There are 10 characteristics that define best practice for any SPM system. Each responds in some way to established best practice, what has been proven to be effective or the published wisdom in this space. These are:

1 Unique to the organizational context-every organization is different and therefore the SPM system must be designed around the organization, the nature of its supply base and what it is trying to achieve overall.

2 Supplier specific -whilst a company may have an overarching approach to SPM approach, SPM systems must, in fact, be supplier specific also and therefore tailored for an individual relationship. One size does not fit all.

3 Goal alignment-what gets measured and specific supplier interventions are value and outcome driven, aligned to the aims and goals of the organization as informed by customer needs and desires.

4 Business-wide approach- alignment to stakeholder expectations and the way the organization does things; using cross functional-engagement to incorporate the needs and wants of internal stakeholders, and perhaps external stakeholders.

5 Supplier involvement as appropriate - depending upon the degree

of importance of the supplier, the potential involvement of the supplier in agreeing what gets measured and how the measures will be used in practice.

6 Focused resources- measurement and intervention resources focused carefully according to the nature and degree of importance of the supplier relationship.

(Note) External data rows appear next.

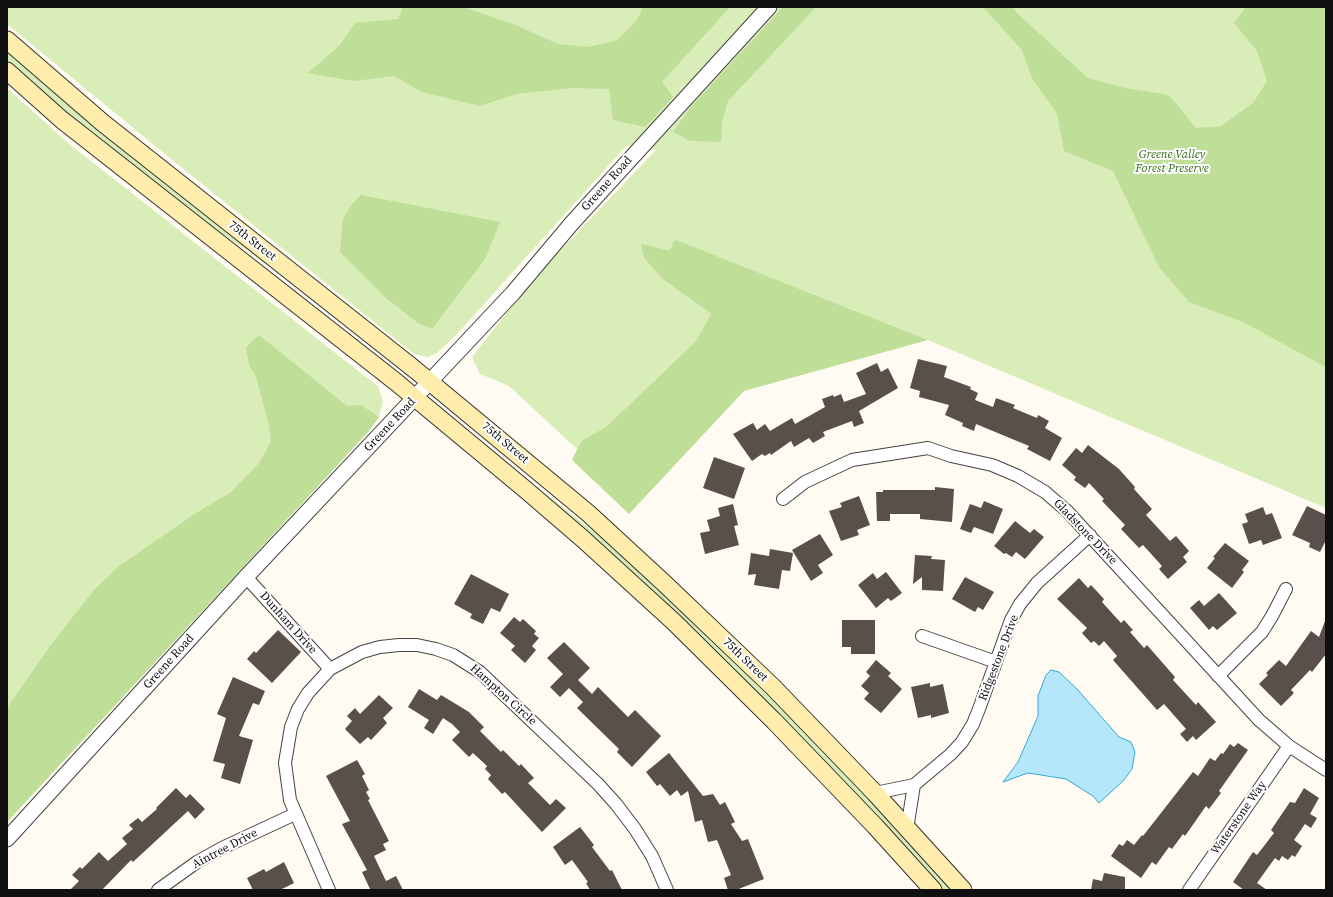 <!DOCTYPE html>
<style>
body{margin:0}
#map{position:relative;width:1333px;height:897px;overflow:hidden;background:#fffbf2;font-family:"Source Serif 4",serif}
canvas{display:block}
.frame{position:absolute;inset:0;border:8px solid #101010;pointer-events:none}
</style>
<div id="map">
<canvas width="1333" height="897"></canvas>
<div class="frame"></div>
</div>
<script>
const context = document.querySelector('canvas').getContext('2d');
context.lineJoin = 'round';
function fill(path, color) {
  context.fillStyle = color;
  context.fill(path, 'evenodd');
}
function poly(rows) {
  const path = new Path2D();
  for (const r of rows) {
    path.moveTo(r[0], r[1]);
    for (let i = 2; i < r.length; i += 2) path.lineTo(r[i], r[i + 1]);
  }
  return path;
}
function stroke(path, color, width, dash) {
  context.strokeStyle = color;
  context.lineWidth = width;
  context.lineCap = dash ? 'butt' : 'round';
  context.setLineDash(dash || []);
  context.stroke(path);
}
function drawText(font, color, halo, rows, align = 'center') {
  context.font = font + ' "Source Serif 4",serif';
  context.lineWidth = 4;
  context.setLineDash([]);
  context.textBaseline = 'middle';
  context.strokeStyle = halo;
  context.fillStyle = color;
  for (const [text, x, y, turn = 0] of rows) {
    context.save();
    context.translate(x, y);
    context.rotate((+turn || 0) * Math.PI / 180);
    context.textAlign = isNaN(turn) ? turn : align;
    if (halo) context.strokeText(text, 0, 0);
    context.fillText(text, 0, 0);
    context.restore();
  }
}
fill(poly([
 [7,7,1326,7,1326,508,928,340,674,239,664,280,711,314,695,342,607,426,581,441,577,449,509,386,480,374,472,357,533,279,656,150,626,146,457,334,437,353,428,357,414,354,171,159,8,25],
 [7,51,68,104,271,266,270,267,197,216,78,122,7,61],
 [7,88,68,143,371,381,378,386,383,401,379,417,368,432,7,822],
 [534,485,615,548,758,684,834,761,953,890,943,890,893,835,533,486]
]), '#d9edb9');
fill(poly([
 [403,7,464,7,518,26,558,44,587,47,616,41,637,20,643,7,730,7,662,82,673,97,645,127,613,120,609,89,571,88,516,94,480,106,422,92,394,76,354,81,308,73,340,45,355,23,398,19],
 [783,7,816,7,728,101,722,122,721,142,690,141,673,132,690,108],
 [983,7,1012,7,1019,15,1088,78,1125,88,1169,95,1196,128,1221,126,1253,103,1267,81,1257,51,1234,23,1246,7,1326,7,1326,367,1243,322,1189,302,1159,267,1113,171,1064,151,1057,114,1032,78,1022,50],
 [361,195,500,222,485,259,432,329,418,323,386,298,340,252,343,219,352,204],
 [674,239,928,340,744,391,629,514,572,460,581,441,607,426,695,342,711,314,664,280,644,258,641,244,670,251],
 [259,335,347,406,361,405,379,417,368,432,7,822,7,708,50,646,94,590,118,567,193,515,231,492,259,463,271,442,269,425,256,377,249,365,246,347]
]), '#bfde97');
const water = poly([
 [1051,670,1059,672,1077,689,1119,737,1131,742,1135,752,1132,769,1123,781,1099,803,1093,796,1066,779,1028,773,1003,782,1018,762,1038,716,1038,696,1046,675,1051,670]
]);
fill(water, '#b4e7fa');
stroke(water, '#36a7d5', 1);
fill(poly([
 [918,359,947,366,944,377,971,387,970,389,978,393,975,400,993,407,996,398,1015,405,1013,408,1037,418,1038,415,1049,421,1045,428,1062,438,1050,461,1027,449,1029,446,976,424,974,431,962,426,963,423,945,415,949,405,919,397,920,391,910,388],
 [877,363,881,372,888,368,898,388,859,411,864,423,854,427,852,421,823,432,825,436,813,443,809,438,794,447,791,441,771,455,770,453,765,456,762,454,752,461,733,434,753,423,757,430,765,424,770,431,792,418,795,424,825,407,822,399,833,395,834,397,841,394,844,402,866,394,856,373],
 [1088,445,1119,469,1135,487,1134,489,1152,509,1146,515,1170,541,1176,536,1189,551,1183,557,1187,562,1168,579,1159,569,1162,566,1143,545,1139,548,1121,529,1125,525,1102,501,1104,499,1089,483,1085,488,1074,480,1076,477,1062,465,1076,448,1082,453],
 [714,457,745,468,734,499,703,488],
 [935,487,954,489,952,522,920,519,920,514,890,514,890,521,877,521,876,492,883,492,883,490,935,490],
 [859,496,870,525,857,530,859,535,841,541,829,511,842,507,840,503],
 [984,501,1003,509,993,534,974,527,971,533,960,529,970,504,981,508],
 [733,504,738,525,734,526,739,545,705,554,700,533,710,531,707,520,720,516,718,508],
 [1307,506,1326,515,1326,540,1320,552,1309,547,1310,543,1292,535],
 [1263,507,1266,515,1272,513,1282,538,1263,545,1261,540,1249,544,1242,524,1248,522,1245,514],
 [1015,521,1030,533,1034,529,1044,537,1025,559,1016,552,1012,557,1006,553,1004,554,994,546],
 [820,534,833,555,818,565,823,573,811,581,792,550],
 [1225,543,1249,561,1242,570,1244,572,1232,588,1207,568,1215,558,1213,557],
 [770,549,793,553,790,571,782,570,779,589,754,585,756,574,748,575,751,553,769,556],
 [915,555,932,556,931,559,945,560,943,591,922,590,922,577,913,584],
 [886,572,902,593,891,601,888,598,876,608,858,585,873,573,877,579],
 [471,574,509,594,500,612,491,608,483,624,470,618,472,614,454,604],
 [965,577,994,592,983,610,978,607,975,612,952,599],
 [1079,578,1088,588,1091,585,1104,599,1102,602,1121,623,1124,620,1133,630,1130,632,1144,648,1147,645,1175,677,1173,680,1196,705,1198,702,1216,722,1196,740,1193,736,1187,742,1180,734,1186,729,1164,704,1157,710,1113,660,1117,656,1104,641,1099,646,1094,641,1091,643,1082,633,1087,628,1057,599],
 [1219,593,1237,613,1217,630,1213,626,1209,630,1190,608,1199,600,1204,606],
 [514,617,520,622,523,619,536,631,534,634,539,638,532,646,536,650,525,663,511,650,515,646,500,633],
 [842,620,875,620,875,654,851,654,851,647,842,647],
 [1325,621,1326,654,1312,672,1310,670,1291,690,1294,693,1281,706,1259,684,1268,675,1266,673,1279,660,1286,666,1311,631,1319,637],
 [278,630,301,652,272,683,247,659,254,651,256,653],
 [564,642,590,668,578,680,592,694,598,687,628,717,635,710,661,736,632,767,617,752,619,749,577,708,583,702,569,688,560,697,550,687,563,674,547,658],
 [876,660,891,673,888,676,902,689,881,713,864,699,869,693,861,686,870,676,866,672],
 [233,677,265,691,259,705,253,703,239,736,253,740,240,784,221,778,225,764,213,761,226,718,217,714],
 [930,683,930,687,943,684,949,713,931,718,931,715,918,718,911,687],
 [419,689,437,700,441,695,469,712,484,727,480,731,501,752,503,750,519,766,521,764,534,778,528,783,550,805,556,799,566,808,542,832,505,792,502,794,488,779,491,775,485,769,487,766,473,753,469,757,452,740,460,732,452,724,443,718,433,734,424,728,429,720,408,707],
 [379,695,393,708,383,718,387,723,371,740,368,737,360,744,345,729,352,721,347,716,355,708,360,714],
 [1238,743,1248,750,1219,791,1221,793,1209,809,1206,806,1185,836,1183,834,1172,849,1169,847,1156,865,1152,862,1141,878,1111,856,1119,844,1123,846,1127,840,1134,845,1142,835,1143,836,1193,772,1198,776,1210,758,1215,761,1221,753,1223,754,1230,744,1234,747],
 [669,753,703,796,713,794,720,805,725,802,735,822,731,824,742,841,748,839,764,879,736,890,728,890,724,878,731,875,717,840,708,842,702,820,695,822,688,791,681,796,677,790,670,796,660,784,657,786,646,772],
 [357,760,365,774,362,776,369,790,366,792,370,799,368,800,389,841,383,844,386,850,374,856,386,881,396,876,403,890,368,890,370,889,362,872,367,870,342,824,350,821,326,776],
 [176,788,186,798,190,794,205,809,195,819,188,811,146,850,133,862,131,860,102,890,70,890,79,881,72,875,80,867,82,869,99,852,108,861,127,844,122,838,133,829,129,825,138,818,142,822,157,809,156,808],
 [1304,788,1319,798,1310,814,1317,818,1311,828,1305,824,1294,840,1302,846,1295,857,1292,855,1288,860,1282,856,1279,861,1275,858,1257,883,1267,890,1244,890,1233,882,1253,852,1257,855,1274,833,1271,830,1290,802,1295,803],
 [580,827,594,845,592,847,610,871,612,870,622,890,590,890,586,883,588,882,572,860,565,865,553,847],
 [284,862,294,883,280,890,253,890,247,878,264,869,266,872],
 [1104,873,1125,877,1125,890,1091,890,1093,879,1102,881]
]), '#594f4b');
const minor = poly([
 [783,499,805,482,852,460,928,448,951,456,992,465,1018,476,1045,492,1067,511,1259,720,1289,746,1326,770],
 [246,577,330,669],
 [922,636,996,662],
 [1218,676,1262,632,1272,616,1286,589],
 [875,793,914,785,951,754,962,742,973,724,979,709,1011,620,1020,604,1037,583,1090,535],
 [907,829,914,785],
 [158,890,197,862,222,848,295,814],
 [329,890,290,800,285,763,291,727,298,709,308,693,330,669,362,652,380,647,399,645,417,645,436,649,453,655,480,672,598,784,616,804,635,829,652,856,667,890],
 [1189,890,1289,746]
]);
const tertiary = poly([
 [7,839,246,577,513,293,572,223,769,7]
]);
const secondary = poly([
 [7,40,103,123,413,368,588,513,664,583,773,687,875,793,963,890],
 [7,71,62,120,396,382,526,490,583,539,674,622,774,721,875,826,933,890]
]);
stroke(minor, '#434343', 14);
stroke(tertiary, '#434343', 17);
stroke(secondary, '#323232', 19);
stroke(minor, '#fff', 12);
stroke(tertiary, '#fff', 15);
stroke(secondary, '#ffedad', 17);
drawText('italic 12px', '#356c1b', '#fff', [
 ["Greene Valley",1172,155],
 ["Forest Preserve",1172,169]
]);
drawText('12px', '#101010', '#fff', [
 ["Greene Road",607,184,-48],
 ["75th Street",252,241,38],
 ["Greene Road",390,425,-47],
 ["75th Street",505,443,40],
 ["Gladstone Drive",1085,532,46],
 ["Dunham Drive",288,623,48],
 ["Ridgestone Drive",999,658,-69],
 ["75th Street",745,660,44],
 ["Greene Road",169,662,-48],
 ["Hampton Circle",503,695,42],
 ["Waterstone Way",1239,818,-55],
 ["Aintree Drive",225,849,-28]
]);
</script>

7 Balanced-meaningful, valuable and balanced measures, interpreted where needed and based upon accurate data, using different data sources and comparable to others.

8 Scarcity- keep it simple! The measurement system is designed as

if 'measures were scarce' so what gets measured and outputted makes a difference in some way and is easy to understand and act upon.

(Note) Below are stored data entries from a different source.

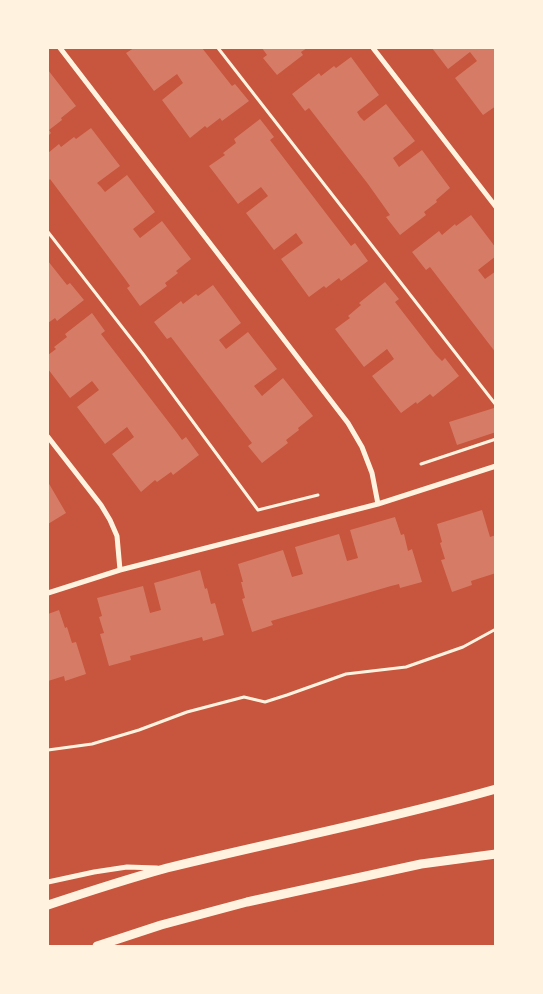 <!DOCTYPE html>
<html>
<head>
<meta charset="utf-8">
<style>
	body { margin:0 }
	#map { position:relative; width:543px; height:994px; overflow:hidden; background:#c8553d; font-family:Literata,serif }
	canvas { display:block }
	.frame { position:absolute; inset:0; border:49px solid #fff3e0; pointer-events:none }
</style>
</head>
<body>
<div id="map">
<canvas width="543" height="994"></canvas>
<div class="frame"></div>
</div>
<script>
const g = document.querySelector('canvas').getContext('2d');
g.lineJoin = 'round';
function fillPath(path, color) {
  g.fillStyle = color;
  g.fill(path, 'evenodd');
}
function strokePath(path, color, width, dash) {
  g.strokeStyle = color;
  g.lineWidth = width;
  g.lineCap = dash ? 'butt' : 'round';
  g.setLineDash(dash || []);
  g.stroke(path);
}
fillPath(new Path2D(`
	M134 48H202L232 86 235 84 249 101 222 121 220 118 207 128 205 126 190 138 162 100 183 83 177 74 154 91 126 53Z
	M262 48H307L301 52 303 55 277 75 263 58 267 55Z
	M432 48H496V106L483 115 455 78 477 61 470 52 448 69Z
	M351 57 379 95 357 112 360 117 364 121 386 104 415 141 393 158 399 167 422 150 450 188 436 200 437 202 424 212 426 215 400 235 386 217 390 215 368 184 309 108 305 111 292 94 319 73 321 76 334 66 336 68Z
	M48 70 76 106 61 118 62 120 49 130 51 133 48 136Z
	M260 119 274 137 270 140 328 216 351 246 355 243 368 261 341 281 339 278 326 288 324 286 309 297 281 259 303 243 296 233 274 250 246 213 268 196 261 187 238 204 209 166 225 155 223 153 236 143 234 139Z
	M91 128 120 166 97 183 101 187 105 192 127 175 155 212 133 229 140 238 162 221 191 259 176 271 178 273 165 283 167 286 140 306 127 288 130 286 125 279 50 179 48 181V153L59 144 61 147 74 137 76 139Z
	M471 215 496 248V256L478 270 485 279 496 271V353L430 267 426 270 412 252 439 231 442 235 455 224 456 226Z
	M48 261 67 285 70 283 84 300 57 321 55 318 48 323Z
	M385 282 399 299 395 302 436 355 442 361 445 358 459 376 433 397 430 394 417 404 416 402 401 413 372 376 394 359 387 349 364 367 335 329 350 318 348 316 361 305 359 303Z
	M213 285 241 323 219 340 226 349 248 332 277 369 254 386 262 396 283 378 313 416 298 428 299 430 286 440 288 443 262 463 248 446 252 443 229 413 171 337 167 339 154 322 181 301 183 304 196 294 198 296Z
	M92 313 105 331 101 334 177 433 182 440 186 437 199 455 173 475 171 472 157 482 155 480 141 492 112 454 134 437 127 427 105 444 77 407 99 390 96 386 92 381 70 398 48 369V355L56 349 54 347 67 337 65 334Z
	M494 408 496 413V432L457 445 449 422Z
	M48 482 66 513 48 524Z
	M482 510 490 537 496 535V573L471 581 472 585 452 592 441 560 445 559 440 543 442 542 437 524Z
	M395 517 401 535 404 534 408 551 412 549 422 582 400 588 399 584 391 586 271 621 273 625 252 632 242 599 245 598 241 582H243L238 564 283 550 292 577 303 574 295 547 339 534 347 561 358 558 350 530Z
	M200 570 205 589 207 588 211 604 215 603 224 635 203 641 202 637 138 654 130 656 131 660 109 666 100 634 104 633 99 617 102 616 97 598 143 586 150 613 161 610 154 583Z
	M59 610 65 628 67 627 72 643 76 642 86 674 65 681 64 676 48 681V614Z`), '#d67c66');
strokePath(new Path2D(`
	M218 48 496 405
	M48 232 143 354 258 510 318 495
	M421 464 496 439
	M48 750 92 744 139 730 187 712 244 697 265 702 287 695 346 674 406 667 463 647 496 629`), '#fff3e0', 3);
strokePath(new Path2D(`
	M60 48 348 423 362 447 372 473 378 504
	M373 48 496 207
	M48 437 101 505 110 520 117 536 120 570
	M48 593 120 570 378 504 496 466
	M48 882 94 872 127 867 157 868`), '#fff3e0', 5);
strokePath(new Path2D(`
	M48 905C87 892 127 879 167 868 276 841 387 820 496 789
	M97 946 161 925 247 902 421 864 496 854`), '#fff3e0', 9);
</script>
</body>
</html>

9 Fosters positive behaviour- designed to foster the required behaviour rather than hit targets.

10 Meaningful outputs-measures are interpreted, presented and made available where, when and to whom as appropriate in order to influence outcomes and enable actions and informed decision making.

Five steps to put SPM in place with a supplier

The five steps to implementing SPM for a specific supplier (Figure 6.2) are as follows; each is expanded over the next five sections in this chapter:

1 Determine SPM aims - what are we trying achieve overall by measuring this supplier?

2 Determine requirements and targets - what supplier-specific requirements and targets do we need to satisfy and achieve?

3 Determine KPIs - determine the measures, indicators and KPIs that will best demonstrate how the supplier is meeting and working towards the requirements and targets.

4 Measurement system design - design and implement the arrangements needed to collect data and produce the KPIs.

FIGURE 6.2 Five steps to developing an SPM approach for a supplier

Five steps to developing an SPM approach for a supplier

5 Output - develop a means to output the KPIs together with supporting measures or detailed indicators if required so they are visible to the right people, or at the right points in the process, at the right time to enable action and intervention as needed.

These steps are unique to a supplier because each supplier is important for different reasons and therefore each requires a unique and tailored measurement approach.